BEGIN Supplied material
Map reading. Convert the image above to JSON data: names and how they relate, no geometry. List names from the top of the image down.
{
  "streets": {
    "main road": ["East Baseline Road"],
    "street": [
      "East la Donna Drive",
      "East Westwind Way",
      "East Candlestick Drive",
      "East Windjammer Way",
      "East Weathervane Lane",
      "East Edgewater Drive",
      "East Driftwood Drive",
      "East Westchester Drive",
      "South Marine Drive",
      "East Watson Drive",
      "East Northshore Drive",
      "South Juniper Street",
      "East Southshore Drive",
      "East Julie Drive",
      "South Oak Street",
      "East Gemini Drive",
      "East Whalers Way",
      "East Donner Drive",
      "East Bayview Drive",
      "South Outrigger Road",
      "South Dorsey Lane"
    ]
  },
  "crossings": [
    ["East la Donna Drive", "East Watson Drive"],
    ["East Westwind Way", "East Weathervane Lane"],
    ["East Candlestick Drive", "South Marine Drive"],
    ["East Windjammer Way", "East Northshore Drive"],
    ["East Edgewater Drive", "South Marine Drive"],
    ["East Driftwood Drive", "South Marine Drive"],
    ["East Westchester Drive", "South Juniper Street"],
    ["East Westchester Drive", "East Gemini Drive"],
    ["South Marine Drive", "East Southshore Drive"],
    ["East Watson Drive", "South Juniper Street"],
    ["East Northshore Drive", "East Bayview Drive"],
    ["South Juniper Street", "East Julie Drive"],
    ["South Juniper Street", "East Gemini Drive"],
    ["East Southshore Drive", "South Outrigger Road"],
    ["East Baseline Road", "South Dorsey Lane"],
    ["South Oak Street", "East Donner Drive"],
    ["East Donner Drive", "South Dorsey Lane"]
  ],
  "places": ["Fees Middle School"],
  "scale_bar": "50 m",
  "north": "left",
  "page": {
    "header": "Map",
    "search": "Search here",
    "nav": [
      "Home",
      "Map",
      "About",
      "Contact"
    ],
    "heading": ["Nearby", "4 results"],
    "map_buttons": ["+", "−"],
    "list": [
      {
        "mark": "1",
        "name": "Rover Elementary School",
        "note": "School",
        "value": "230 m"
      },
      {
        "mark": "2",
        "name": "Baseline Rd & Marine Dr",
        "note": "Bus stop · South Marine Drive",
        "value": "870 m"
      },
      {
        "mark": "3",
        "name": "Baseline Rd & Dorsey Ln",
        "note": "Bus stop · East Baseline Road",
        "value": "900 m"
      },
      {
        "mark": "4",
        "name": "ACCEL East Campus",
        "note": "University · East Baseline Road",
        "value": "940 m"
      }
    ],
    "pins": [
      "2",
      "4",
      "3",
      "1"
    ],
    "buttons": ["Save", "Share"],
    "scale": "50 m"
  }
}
END Supplied material
▸ **What is required**:
Exactly as they stand, write out all of the entries.

▸ **Output for this task**:
Map reading. Convert the image above to JSON data: names and how they relate, no geometry. List names from the top of the image down.
{
  "streets": {
    "main road": ["East Baseline Road"],
    "street": [
      "East la Donna Drive",
      "East Westwind Way",
      "East Candlestick Drive",
      "East Windjammer Way",
      "East Weathervane Lane",
      "East Edgewater Drive",
      "East Driftwood Drive",
      "East Westchester Drive",
      "South Marine Drive",
      "East Watson Drive",
      "East Northshore Drive",
      "South Juniper Street",
      "East Southshore Drive",
      "East Julie Drive",
      "South Oak Street",
      "East Gemini Drive",
      "East Whalers Way",
      "East Donner Drive",
      "East Bayview Drive",
      "South Outrigger Road",
      "South Dorsey Lane"
    ]
  },
  "crossings": [
    ["East la Donna Drive", "East Watson Drive"],
    ["East Westwind Way", "East Weathervane Lane"],
    ["East Candlestick Drive", "South Marine Drive"],
    ["East Windjammer Way", "East Northshore Drive"],
    ["East Edgewater Drive", "South Marine Drive"],
    ["East Driftwood Drive", "South Marine Drive"],
    ["East Westchester Drive", "South Juniper Street"],
    ["East Westchester Drive", "East Gemini Drive"],
    ["South Marine Drive", "East Southshore Drive"],
    ["East Watson Drive", "South Juniper Street"],
    ["East Northshore Drive", "East Bayview Drive"],
    ["South Juniper Street", "East Julie Drive"],
    ["South Juniper Street", "East Gemini Drive"],
    ["East Southshore Drive", "South Outrigger Road"],
    ["East Baseline Road", "South Dorsey Lane"],
    ["South Oak Street", "East Donner Drive"],
    ["East Donner Drive", "South Dorsey Lane"]
  ],
  "places": ["Fees Middle School"],
  "scale_bar": "50 m",
  "north": "left",
  "page": {
    "header": "Map",
    "search": "Search here",
    "nav": [
      "Home",
      "Map",
      "About",
      "Contact"
    ],
    "heading": ["Nearby", "4 results"],
    "map_buttons": ["+", "−"],
    "list": [
      {
        "mark": "1",
        "name": "Rover Elementary School",
        "note": "School",
        "value": "230 m"
      },
      {
        "mark": "2",
        "name": "Baseline Rd & Marine Dr",
        "note": "Bus stop · South Marine Drive",
        "value": "870 m"
      },
      {
        "mark": "3",
        "name": "Baseline Rd & Dorsey Ln",
        "note": "Bus stop · East Baseline Road",
        "value": "900 m"
      },
      {
        "mark": "4",
        "name": "ACCEL East Campus",
        "note": "University · East Baseline Road",
        "value": "940 m"
      }
    ],
    "pins": [
      "2",
      "4",
      "3",
      "1"
    ],
    "buttons": ["Save", "Share"],
    "scale": "50 m"
  }
}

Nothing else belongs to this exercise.